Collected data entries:
====
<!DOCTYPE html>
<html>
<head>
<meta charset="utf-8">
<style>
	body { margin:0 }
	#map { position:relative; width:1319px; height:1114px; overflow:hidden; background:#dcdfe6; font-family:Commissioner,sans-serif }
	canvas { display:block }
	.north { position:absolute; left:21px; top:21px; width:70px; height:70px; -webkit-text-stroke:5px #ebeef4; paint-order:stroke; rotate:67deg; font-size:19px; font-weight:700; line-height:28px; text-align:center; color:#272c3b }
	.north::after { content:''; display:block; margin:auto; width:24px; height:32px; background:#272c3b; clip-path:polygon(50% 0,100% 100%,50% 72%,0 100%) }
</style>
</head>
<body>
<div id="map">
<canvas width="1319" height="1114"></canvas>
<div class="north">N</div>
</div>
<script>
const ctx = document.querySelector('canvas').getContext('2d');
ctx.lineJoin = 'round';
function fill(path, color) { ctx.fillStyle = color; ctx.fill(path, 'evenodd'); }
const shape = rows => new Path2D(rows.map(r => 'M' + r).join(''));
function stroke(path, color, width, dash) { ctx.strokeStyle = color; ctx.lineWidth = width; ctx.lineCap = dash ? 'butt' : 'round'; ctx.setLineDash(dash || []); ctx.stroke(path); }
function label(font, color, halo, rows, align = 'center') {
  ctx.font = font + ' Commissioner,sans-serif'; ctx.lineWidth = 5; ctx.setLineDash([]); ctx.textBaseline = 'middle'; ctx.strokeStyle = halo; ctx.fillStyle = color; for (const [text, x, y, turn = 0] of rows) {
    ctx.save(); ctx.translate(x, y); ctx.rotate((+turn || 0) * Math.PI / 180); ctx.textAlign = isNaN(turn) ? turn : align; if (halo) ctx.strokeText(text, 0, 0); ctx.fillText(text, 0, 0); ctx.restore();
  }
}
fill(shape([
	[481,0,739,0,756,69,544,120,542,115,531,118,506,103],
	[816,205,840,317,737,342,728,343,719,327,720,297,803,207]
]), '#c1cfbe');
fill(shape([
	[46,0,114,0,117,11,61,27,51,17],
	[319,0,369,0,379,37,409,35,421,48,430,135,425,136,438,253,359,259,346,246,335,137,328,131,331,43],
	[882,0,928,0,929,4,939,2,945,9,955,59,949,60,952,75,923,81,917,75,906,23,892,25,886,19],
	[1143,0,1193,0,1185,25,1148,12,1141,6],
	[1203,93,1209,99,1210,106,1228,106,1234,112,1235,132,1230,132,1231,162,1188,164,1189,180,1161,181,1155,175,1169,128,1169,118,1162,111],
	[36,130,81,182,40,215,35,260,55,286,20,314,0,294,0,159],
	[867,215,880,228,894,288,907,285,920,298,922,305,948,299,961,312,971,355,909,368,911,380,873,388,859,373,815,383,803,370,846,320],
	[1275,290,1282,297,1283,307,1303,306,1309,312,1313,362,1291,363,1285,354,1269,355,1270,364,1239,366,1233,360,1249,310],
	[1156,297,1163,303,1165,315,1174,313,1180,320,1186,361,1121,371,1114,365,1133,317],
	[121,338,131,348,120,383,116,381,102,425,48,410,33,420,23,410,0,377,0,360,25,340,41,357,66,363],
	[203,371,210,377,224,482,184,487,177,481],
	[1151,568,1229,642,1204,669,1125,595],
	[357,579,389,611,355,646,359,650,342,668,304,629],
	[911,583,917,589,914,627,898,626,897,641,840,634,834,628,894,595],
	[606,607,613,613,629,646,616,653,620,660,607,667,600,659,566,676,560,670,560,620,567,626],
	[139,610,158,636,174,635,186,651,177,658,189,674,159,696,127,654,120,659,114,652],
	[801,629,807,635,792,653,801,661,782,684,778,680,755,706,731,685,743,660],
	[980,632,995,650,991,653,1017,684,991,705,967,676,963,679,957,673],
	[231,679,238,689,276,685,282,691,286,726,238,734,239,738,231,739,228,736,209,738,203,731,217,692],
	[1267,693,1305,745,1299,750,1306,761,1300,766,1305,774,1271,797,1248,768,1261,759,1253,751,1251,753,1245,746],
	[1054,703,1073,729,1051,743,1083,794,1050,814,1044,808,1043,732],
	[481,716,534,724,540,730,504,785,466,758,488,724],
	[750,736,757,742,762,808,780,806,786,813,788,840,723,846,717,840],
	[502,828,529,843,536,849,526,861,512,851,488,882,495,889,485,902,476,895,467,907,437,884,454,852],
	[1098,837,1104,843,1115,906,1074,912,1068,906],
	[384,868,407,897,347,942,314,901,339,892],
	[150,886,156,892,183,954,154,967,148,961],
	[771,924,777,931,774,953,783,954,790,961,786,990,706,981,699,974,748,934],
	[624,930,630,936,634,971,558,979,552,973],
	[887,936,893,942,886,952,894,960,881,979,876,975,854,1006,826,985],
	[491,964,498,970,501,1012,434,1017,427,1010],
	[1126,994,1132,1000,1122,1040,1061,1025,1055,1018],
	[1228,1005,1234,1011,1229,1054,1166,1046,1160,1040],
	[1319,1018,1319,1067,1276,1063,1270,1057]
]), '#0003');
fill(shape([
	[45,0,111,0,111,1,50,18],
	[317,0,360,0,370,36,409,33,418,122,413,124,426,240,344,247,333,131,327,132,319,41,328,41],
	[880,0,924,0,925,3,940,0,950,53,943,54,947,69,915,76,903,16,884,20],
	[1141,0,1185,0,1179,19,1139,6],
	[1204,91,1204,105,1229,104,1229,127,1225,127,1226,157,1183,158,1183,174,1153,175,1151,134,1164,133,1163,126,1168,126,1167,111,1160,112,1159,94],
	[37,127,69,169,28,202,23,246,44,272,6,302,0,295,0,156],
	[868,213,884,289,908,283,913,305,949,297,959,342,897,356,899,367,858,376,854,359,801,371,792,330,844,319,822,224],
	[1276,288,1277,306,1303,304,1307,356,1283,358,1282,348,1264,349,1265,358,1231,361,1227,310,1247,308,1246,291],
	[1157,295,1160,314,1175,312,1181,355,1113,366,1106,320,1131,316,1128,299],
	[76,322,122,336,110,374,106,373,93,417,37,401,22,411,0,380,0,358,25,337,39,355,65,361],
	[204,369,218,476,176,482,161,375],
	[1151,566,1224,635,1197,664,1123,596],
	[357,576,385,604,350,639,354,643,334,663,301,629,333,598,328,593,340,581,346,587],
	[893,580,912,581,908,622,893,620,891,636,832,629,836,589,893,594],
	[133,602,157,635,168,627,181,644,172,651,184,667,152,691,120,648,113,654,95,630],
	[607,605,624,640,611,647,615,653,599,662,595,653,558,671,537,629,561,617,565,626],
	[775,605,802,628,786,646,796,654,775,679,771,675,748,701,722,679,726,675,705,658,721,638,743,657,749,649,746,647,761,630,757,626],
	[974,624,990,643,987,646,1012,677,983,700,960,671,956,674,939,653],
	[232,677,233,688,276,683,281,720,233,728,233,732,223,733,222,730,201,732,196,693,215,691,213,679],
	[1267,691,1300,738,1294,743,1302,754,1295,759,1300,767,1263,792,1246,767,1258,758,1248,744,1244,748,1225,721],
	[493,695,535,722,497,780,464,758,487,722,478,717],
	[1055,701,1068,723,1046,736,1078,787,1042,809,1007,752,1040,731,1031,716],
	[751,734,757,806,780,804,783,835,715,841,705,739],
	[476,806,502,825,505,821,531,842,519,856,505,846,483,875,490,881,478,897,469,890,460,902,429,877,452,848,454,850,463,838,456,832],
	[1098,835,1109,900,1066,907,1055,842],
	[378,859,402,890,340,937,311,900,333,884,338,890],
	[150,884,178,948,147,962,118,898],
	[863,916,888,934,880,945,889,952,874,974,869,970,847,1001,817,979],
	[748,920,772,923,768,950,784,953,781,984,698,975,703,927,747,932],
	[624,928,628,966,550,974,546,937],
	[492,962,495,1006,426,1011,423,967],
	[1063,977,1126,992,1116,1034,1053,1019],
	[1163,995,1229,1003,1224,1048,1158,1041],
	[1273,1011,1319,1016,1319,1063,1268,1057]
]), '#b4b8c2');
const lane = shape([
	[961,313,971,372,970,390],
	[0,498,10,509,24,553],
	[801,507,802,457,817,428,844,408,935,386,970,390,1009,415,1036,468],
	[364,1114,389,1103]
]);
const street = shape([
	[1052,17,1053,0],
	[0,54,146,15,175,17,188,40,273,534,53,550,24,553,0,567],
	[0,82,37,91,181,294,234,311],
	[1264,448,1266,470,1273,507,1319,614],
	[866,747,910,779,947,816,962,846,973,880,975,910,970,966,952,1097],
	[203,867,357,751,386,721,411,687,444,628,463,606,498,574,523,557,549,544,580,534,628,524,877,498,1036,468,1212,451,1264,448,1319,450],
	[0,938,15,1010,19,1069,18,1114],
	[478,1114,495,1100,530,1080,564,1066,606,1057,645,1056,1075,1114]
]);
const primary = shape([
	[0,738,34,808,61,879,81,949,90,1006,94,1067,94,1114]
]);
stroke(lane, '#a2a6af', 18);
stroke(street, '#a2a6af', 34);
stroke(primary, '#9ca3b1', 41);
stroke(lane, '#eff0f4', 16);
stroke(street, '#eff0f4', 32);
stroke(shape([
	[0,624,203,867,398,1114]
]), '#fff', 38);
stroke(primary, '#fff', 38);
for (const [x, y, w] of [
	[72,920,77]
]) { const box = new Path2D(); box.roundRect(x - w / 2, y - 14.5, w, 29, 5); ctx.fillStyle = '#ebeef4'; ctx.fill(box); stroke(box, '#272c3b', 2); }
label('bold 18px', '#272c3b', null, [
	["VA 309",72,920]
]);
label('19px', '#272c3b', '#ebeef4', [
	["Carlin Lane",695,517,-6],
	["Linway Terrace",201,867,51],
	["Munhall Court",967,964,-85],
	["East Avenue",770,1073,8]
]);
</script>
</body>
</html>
====
Pull every line containing the word "color" out of the entries above.

[SOLUTION TO THE PROBLEM]
	.north { position:absolute; left:21px; top:21px; width:70px; height:70px; -webkit-text-stroke:5px #ebeef4; paint-order:stroke; rotate:67deg; font-size:19px; font-weight:700; line-height:28px; text-align:center; color:#272c3b }
function fill(path, color) { ctx.fillStyle = color; ctx.fill(path, 'evenodd'); }
function stroke(path, color, width, dash) { ctx.strokeStyle = color; ctx.lineWidth = width; ctx.lineCap = dash ? 'butt' : 'round'; ctx.setLineDash(dash || []); ctx.stroke(path); }
function label(font, color, halo, rows, align = 'center') {
  ctx.font = font + ' Commissioner,sans-serif'; ctx.lineWidth = 5; ctx.setLineDash([]); ctx.textBaseline = 'middle'; ctx.strokeStyle = halo; ctx.fillStyle = color; for (const [text, x, y, turn = 0] of rows) {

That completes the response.